About this task
Each line of the material, from the first through the one containing "--surface:#fff; --page:#f2f2f3; --text:#1f2937;", is to be written out exactly.
---- Data for this task
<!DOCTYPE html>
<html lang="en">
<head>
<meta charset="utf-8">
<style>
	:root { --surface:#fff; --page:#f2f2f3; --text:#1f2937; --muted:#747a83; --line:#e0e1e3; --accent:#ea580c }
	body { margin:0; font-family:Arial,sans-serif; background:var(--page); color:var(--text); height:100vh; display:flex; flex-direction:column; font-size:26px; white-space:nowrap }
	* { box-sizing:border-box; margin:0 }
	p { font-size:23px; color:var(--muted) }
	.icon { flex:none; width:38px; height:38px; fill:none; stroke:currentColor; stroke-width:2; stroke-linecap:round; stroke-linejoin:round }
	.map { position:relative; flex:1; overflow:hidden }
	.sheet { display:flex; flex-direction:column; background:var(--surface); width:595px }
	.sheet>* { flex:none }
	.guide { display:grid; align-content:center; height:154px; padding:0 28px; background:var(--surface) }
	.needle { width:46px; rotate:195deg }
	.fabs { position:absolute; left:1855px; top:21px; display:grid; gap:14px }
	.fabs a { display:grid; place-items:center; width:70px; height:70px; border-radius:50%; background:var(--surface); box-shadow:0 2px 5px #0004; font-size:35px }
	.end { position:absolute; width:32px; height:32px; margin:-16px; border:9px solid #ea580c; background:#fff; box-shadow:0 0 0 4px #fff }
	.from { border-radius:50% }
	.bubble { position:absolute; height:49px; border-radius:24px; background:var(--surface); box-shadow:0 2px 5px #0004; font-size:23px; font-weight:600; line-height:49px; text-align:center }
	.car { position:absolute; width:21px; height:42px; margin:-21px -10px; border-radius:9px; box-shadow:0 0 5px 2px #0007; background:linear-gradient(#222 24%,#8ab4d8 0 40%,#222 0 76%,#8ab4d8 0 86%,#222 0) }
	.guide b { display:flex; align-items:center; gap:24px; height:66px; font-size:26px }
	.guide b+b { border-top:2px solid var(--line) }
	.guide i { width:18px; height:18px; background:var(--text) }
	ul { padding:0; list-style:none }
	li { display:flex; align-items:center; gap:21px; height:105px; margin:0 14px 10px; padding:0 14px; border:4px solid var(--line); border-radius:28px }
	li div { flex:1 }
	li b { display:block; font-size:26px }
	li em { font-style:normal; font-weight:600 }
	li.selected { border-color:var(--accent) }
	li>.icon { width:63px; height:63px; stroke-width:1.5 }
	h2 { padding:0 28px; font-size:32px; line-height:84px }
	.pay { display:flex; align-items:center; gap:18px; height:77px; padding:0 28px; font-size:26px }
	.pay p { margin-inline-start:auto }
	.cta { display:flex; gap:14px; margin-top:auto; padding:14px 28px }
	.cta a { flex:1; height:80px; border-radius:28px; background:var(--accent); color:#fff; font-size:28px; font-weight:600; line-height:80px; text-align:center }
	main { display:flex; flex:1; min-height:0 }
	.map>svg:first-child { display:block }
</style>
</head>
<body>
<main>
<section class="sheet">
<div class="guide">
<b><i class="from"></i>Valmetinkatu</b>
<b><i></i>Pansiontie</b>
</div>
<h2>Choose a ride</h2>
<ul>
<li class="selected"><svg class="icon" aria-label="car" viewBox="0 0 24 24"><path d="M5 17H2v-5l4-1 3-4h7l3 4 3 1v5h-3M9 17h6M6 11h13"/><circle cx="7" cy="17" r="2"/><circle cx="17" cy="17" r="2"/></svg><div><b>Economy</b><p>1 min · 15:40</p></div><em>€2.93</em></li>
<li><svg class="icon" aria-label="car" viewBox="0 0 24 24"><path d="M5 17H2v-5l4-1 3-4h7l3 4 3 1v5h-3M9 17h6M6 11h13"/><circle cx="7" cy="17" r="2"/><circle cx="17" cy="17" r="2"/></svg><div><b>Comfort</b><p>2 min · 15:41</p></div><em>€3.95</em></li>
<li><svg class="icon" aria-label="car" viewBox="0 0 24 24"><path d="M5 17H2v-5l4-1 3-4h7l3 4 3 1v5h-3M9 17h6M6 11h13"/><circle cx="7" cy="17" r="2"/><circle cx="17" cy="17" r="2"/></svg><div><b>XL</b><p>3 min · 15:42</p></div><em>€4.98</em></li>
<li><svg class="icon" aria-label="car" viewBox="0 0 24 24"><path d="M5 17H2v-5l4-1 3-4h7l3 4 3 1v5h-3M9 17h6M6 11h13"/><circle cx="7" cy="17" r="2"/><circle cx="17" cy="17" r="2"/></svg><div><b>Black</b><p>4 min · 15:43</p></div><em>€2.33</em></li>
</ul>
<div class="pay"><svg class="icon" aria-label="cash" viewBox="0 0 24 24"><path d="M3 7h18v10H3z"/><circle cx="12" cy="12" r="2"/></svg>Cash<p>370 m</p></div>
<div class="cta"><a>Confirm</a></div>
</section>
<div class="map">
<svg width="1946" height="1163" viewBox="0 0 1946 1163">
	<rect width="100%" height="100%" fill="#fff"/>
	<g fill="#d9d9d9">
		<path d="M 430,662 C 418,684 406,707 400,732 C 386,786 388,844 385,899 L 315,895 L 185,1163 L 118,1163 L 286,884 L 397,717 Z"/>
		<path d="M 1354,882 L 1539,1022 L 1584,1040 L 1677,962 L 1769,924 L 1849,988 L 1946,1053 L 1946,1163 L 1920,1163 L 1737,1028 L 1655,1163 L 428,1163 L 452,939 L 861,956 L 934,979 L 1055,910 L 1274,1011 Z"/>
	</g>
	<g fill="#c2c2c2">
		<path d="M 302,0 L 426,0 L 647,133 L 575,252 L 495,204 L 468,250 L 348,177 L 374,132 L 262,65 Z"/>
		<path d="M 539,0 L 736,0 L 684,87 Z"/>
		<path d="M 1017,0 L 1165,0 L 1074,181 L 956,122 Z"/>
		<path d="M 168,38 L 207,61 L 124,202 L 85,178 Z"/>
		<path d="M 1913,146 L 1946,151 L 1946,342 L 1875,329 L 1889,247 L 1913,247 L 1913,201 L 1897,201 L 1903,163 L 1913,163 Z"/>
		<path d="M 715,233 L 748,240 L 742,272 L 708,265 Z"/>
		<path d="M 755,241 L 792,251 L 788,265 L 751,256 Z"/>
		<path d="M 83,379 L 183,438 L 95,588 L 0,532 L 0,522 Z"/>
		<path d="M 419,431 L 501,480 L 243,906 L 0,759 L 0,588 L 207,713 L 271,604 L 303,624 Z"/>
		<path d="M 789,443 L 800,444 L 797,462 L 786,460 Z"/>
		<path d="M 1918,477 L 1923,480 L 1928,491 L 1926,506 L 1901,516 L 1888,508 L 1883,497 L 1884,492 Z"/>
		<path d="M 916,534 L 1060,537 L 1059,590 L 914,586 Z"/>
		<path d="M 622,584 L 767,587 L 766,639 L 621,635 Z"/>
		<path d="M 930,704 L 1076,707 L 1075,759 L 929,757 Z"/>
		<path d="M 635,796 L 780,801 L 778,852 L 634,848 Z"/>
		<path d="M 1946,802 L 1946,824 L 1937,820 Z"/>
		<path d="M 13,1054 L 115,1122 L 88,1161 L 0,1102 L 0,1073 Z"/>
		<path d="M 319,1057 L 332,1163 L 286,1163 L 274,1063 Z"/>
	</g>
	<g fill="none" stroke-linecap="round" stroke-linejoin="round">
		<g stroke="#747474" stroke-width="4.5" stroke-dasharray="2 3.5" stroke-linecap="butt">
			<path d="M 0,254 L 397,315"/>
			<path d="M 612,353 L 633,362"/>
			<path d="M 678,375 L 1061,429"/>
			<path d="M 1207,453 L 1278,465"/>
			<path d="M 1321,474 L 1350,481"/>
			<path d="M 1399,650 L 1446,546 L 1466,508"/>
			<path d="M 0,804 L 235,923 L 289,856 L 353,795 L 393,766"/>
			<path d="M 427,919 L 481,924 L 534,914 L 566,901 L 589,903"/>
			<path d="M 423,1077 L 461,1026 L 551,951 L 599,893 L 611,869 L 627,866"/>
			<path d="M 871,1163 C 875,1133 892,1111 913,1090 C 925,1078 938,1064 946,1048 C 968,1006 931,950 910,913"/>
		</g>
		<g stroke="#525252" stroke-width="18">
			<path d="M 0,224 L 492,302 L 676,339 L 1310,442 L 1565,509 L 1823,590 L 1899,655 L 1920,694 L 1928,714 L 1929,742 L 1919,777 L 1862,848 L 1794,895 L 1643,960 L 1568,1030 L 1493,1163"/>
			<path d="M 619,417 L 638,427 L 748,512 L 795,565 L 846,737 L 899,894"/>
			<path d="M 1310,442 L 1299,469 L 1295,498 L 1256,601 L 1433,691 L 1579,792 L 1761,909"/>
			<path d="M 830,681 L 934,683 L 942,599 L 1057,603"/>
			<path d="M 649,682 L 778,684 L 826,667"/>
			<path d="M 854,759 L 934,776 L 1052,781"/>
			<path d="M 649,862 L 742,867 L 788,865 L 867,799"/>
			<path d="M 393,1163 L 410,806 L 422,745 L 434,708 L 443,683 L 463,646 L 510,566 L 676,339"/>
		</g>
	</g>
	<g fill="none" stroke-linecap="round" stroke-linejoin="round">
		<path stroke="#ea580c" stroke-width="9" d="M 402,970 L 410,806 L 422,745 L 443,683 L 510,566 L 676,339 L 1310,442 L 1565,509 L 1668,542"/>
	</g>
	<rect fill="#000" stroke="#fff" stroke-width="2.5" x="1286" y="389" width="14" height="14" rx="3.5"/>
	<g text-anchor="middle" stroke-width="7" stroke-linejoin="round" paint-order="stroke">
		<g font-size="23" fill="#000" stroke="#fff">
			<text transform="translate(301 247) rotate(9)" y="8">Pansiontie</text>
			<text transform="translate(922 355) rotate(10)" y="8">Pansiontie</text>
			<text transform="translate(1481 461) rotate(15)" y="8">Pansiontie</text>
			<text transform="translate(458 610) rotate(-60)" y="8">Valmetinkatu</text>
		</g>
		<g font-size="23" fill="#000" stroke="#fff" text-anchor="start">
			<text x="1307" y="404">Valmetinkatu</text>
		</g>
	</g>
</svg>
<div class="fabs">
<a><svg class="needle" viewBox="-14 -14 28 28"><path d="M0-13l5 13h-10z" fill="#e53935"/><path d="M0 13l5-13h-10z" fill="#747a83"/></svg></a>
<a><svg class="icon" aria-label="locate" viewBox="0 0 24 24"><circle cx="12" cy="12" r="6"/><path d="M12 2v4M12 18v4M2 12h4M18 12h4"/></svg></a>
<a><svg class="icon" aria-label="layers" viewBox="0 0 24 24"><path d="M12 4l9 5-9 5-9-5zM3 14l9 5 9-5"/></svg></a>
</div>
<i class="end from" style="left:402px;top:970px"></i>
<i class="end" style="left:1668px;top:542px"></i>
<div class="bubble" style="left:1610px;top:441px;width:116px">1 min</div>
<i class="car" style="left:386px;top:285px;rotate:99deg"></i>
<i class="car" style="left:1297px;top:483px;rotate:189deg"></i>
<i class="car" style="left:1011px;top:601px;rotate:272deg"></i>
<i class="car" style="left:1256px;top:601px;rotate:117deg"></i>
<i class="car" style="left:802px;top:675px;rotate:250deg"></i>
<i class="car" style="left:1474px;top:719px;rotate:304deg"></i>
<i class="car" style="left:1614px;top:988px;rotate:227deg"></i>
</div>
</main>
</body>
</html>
--------
Result
<!DOCTYPE html>
<html lang="en">
<head>
<meta charset="utf-8">
<style>
	:root { --surface:#fff; --page:#f2f2f3; --text:#1f2937; --muted:#747a83; --line:#e0e1e3; --accent:#ea580c }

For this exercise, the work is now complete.